Task directions ▸
Please show every line in the entries below that includes the word "fabs".

Records supplied ▸
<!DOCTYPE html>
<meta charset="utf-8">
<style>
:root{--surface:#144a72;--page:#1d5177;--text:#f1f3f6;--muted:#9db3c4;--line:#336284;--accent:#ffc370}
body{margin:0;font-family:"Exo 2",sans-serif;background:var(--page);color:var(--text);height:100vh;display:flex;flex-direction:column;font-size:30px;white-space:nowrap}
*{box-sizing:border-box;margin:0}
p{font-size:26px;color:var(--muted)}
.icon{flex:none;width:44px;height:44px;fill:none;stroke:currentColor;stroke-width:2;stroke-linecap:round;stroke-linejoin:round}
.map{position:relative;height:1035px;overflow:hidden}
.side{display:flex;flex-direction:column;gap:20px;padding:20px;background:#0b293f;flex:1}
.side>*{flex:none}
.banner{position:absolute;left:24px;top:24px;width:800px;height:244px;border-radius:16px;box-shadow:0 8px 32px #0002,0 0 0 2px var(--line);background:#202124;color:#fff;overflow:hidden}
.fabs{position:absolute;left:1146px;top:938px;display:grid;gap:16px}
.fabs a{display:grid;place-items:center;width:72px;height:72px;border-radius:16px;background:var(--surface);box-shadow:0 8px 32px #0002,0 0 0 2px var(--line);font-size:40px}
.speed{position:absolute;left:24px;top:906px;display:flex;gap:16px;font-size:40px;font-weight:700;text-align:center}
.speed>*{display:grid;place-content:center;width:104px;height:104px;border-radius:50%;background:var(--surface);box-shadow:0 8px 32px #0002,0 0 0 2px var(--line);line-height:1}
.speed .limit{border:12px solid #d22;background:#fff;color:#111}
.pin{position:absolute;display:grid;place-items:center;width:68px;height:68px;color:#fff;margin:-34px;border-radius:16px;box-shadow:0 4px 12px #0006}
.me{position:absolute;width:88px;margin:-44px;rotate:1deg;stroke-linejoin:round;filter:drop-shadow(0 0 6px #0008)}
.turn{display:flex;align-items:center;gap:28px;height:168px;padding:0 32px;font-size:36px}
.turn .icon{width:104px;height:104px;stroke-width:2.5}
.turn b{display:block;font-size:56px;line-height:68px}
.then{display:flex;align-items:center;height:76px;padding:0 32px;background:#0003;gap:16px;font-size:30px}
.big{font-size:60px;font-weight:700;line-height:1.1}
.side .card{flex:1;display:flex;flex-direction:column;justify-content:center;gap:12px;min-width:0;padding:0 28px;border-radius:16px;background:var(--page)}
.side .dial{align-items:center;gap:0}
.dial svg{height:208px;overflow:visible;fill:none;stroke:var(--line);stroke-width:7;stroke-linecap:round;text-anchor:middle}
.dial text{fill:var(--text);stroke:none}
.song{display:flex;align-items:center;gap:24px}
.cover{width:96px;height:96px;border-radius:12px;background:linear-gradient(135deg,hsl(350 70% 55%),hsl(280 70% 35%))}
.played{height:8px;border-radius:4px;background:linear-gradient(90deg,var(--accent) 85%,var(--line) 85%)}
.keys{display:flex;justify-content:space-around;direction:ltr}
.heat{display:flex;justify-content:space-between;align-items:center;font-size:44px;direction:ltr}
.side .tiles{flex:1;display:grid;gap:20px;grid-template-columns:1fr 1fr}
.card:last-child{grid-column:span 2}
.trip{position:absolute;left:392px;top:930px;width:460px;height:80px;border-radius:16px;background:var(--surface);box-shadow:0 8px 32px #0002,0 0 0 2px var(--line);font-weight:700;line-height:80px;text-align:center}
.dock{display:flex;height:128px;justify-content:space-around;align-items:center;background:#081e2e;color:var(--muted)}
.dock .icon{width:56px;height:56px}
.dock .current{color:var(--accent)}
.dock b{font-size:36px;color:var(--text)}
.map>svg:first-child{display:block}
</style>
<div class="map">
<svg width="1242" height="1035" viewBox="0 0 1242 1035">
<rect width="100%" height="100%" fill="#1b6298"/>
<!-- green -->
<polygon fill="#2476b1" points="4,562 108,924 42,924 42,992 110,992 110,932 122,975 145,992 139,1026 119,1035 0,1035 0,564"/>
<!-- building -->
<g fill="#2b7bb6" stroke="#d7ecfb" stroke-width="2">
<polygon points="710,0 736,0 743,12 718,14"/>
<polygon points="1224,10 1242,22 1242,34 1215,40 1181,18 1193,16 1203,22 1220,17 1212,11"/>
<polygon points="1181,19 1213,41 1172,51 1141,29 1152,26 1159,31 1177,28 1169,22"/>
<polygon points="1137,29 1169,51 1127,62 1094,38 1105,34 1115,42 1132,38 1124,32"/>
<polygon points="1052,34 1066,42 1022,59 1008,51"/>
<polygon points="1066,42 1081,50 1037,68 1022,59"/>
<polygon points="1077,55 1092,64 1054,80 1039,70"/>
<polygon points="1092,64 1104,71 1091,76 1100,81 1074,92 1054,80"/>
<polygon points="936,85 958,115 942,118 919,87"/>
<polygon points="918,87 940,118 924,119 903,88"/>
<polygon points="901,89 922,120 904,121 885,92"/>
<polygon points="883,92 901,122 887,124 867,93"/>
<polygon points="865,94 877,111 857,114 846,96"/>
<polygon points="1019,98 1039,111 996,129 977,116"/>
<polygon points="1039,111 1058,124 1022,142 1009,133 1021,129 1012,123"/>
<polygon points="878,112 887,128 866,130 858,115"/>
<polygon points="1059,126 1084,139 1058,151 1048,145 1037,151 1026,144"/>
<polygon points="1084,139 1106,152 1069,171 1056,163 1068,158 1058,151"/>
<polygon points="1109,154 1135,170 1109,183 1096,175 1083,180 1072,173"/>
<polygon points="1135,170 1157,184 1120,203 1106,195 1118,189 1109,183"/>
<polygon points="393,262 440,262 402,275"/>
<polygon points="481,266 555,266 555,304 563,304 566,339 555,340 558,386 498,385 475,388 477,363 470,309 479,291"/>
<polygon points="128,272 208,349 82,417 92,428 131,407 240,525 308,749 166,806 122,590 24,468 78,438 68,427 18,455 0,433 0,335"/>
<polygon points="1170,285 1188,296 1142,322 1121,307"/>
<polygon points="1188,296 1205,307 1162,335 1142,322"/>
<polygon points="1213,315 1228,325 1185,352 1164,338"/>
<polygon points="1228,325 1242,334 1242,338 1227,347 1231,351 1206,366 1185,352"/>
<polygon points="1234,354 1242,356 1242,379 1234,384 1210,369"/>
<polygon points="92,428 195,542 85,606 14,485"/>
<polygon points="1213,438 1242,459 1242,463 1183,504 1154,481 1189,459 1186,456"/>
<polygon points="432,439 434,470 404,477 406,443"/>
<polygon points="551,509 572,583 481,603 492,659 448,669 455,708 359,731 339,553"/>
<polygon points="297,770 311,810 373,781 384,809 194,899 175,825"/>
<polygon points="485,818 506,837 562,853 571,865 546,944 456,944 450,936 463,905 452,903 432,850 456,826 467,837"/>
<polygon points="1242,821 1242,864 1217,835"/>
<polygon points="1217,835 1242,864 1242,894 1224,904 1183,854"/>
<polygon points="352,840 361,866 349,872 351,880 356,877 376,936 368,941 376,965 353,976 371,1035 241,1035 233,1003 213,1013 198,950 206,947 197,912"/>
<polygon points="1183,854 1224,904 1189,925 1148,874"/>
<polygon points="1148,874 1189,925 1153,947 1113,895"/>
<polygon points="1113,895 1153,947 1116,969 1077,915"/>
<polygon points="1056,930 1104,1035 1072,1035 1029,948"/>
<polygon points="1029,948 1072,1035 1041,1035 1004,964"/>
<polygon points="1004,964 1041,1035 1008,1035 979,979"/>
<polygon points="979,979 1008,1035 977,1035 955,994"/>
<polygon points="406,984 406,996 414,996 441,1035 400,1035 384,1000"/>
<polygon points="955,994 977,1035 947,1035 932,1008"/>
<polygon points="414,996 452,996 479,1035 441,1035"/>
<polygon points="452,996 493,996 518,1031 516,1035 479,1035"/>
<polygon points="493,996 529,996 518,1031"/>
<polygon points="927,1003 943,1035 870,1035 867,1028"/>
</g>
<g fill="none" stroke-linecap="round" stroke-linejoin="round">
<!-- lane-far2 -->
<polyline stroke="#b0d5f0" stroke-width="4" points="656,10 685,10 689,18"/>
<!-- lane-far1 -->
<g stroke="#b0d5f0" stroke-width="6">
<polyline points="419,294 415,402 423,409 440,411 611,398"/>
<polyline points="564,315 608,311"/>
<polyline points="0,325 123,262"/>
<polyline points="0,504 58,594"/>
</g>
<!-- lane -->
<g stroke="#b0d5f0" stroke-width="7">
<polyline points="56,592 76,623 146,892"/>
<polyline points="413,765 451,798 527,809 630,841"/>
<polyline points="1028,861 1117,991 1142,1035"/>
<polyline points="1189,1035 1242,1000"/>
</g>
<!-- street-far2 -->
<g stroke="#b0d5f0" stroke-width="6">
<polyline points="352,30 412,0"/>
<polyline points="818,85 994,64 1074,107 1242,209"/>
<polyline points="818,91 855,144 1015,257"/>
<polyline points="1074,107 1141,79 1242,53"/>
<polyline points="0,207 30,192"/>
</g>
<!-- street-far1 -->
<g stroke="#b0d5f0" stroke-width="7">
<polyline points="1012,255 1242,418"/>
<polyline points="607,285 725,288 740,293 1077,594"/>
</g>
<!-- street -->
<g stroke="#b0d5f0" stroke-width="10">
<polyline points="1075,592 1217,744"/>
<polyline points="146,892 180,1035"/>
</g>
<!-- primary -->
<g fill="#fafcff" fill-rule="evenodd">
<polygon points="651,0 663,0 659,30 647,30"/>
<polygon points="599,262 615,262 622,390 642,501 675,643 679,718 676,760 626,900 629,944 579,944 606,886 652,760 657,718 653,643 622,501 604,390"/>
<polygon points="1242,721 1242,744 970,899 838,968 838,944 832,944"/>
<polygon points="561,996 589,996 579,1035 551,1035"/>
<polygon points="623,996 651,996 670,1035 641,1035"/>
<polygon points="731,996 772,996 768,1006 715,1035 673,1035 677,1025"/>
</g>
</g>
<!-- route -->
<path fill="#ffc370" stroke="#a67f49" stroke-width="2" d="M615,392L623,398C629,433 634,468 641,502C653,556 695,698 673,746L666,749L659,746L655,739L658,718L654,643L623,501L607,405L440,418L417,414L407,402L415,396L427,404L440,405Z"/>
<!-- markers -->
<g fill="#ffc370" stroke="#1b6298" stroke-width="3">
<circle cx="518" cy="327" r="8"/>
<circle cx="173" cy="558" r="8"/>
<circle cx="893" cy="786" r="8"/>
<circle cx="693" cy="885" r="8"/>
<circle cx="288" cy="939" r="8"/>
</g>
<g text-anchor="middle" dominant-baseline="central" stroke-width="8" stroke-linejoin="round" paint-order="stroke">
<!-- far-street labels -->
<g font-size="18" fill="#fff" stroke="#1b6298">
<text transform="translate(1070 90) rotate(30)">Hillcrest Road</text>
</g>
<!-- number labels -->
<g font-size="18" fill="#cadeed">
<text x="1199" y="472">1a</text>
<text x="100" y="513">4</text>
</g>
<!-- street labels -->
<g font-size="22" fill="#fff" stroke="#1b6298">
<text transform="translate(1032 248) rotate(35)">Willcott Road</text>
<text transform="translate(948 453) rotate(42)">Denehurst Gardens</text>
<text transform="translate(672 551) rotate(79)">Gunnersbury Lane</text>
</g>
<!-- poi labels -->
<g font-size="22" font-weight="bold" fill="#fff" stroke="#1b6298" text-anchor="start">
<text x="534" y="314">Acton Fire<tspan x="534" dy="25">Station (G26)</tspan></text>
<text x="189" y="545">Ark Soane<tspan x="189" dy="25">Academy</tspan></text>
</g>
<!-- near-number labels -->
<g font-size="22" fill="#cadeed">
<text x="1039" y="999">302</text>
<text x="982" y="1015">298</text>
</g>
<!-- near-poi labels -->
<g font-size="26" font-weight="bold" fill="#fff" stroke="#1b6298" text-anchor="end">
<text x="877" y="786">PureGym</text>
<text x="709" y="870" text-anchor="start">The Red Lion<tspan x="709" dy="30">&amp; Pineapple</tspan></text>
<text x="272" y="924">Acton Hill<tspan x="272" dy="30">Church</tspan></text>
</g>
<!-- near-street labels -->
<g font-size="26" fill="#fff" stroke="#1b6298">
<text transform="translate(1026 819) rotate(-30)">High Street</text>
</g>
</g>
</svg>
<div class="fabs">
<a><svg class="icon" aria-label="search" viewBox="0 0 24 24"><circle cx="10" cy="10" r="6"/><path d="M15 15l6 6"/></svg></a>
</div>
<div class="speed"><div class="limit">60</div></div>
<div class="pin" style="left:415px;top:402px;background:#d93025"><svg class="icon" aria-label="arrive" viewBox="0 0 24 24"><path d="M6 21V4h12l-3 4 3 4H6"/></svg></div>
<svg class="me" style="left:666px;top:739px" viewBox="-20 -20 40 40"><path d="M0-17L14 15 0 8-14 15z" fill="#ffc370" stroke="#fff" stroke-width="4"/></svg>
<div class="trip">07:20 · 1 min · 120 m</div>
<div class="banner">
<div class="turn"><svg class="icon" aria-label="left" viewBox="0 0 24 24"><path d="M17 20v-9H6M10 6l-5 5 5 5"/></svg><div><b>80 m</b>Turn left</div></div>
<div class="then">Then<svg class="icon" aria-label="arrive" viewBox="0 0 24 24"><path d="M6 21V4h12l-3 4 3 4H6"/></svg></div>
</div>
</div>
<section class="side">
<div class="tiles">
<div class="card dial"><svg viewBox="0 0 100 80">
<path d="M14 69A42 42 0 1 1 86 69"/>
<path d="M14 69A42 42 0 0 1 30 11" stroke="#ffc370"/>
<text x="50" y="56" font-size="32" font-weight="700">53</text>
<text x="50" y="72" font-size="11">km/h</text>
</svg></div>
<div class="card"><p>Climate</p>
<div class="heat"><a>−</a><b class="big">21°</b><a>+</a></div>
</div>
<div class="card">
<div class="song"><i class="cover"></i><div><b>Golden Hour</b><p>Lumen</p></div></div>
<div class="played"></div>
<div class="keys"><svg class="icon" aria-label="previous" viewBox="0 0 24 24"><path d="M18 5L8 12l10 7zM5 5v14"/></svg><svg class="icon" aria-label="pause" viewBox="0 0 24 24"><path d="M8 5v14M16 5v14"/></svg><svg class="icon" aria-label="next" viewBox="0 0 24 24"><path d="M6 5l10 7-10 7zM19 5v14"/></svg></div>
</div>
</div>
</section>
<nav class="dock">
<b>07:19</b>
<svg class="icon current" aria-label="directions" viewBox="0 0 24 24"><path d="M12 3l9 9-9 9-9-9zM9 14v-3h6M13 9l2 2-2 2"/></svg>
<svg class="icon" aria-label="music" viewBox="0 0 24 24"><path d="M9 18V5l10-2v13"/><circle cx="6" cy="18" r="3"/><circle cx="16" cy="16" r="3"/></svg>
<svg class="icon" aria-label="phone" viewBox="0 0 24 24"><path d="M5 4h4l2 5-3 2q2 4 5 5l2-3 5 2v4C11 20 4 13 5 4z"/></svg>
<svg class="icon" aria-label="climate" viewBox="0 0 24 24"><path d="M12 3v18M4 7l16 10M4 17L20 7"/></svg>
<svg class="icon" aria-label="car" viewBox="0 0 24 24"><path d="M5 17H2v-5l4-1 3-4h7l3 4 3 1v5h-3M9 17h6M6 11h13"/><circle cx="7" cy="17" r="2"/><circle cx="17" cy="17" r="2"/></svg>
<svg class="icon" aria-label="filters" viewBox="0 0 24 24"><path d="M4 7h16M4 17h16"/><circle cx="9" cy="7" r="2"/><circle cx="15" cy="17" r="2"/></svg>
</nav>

Finished exercise ▸
.fabs{position:absolute;left:1146px;top:938px;display:grid;gap:16px}
.fabs a{display:grid;place-items:center;width:72px;height:72px;border-radius:16px;background:var(--surface);box-shadow:0 8px 32px #0002,0 0 0 2px var(--line);font-size:40px}
<div class="fabs">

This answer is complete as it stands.